WHAT THE EXERCISE ASKS: Everything in the entries except the pictures must be duplicated exactly.

───

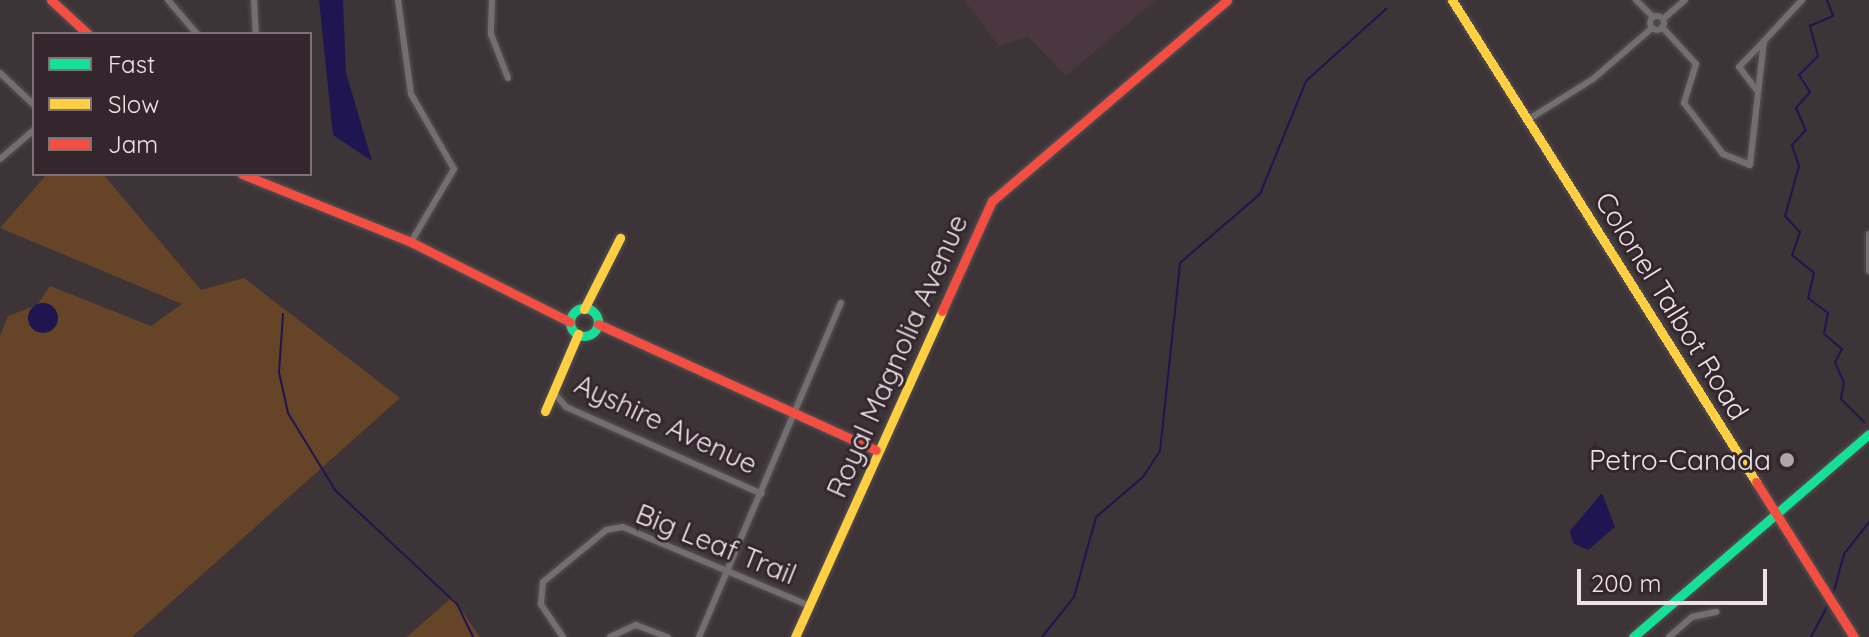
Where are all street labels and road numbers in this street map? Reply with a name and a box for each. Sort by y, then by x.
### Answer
street label: Colonel Talbot Road [1588,186,1756,426]
street label: Royal Magnolia Avenue [819,209,975,503]
street label: Ayshire Avenue [569,367,763,481]
street label: Big Leaf Trail [631,497,801,591]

───

RESULT FOR THIS TASK:
Where are all street labels and road numbers in this street map? Reply with a name and a box for each. Sort by y, then by x.
### Answer
street label: Colonel Talbot Road [1588,186,1756,426]
street label: Royal Magnolia Avenue [819,209,975,503]
street label: Ayshire Avenue [569,367,763,481]
street label: Big Leaf Trail [631,497,801,591]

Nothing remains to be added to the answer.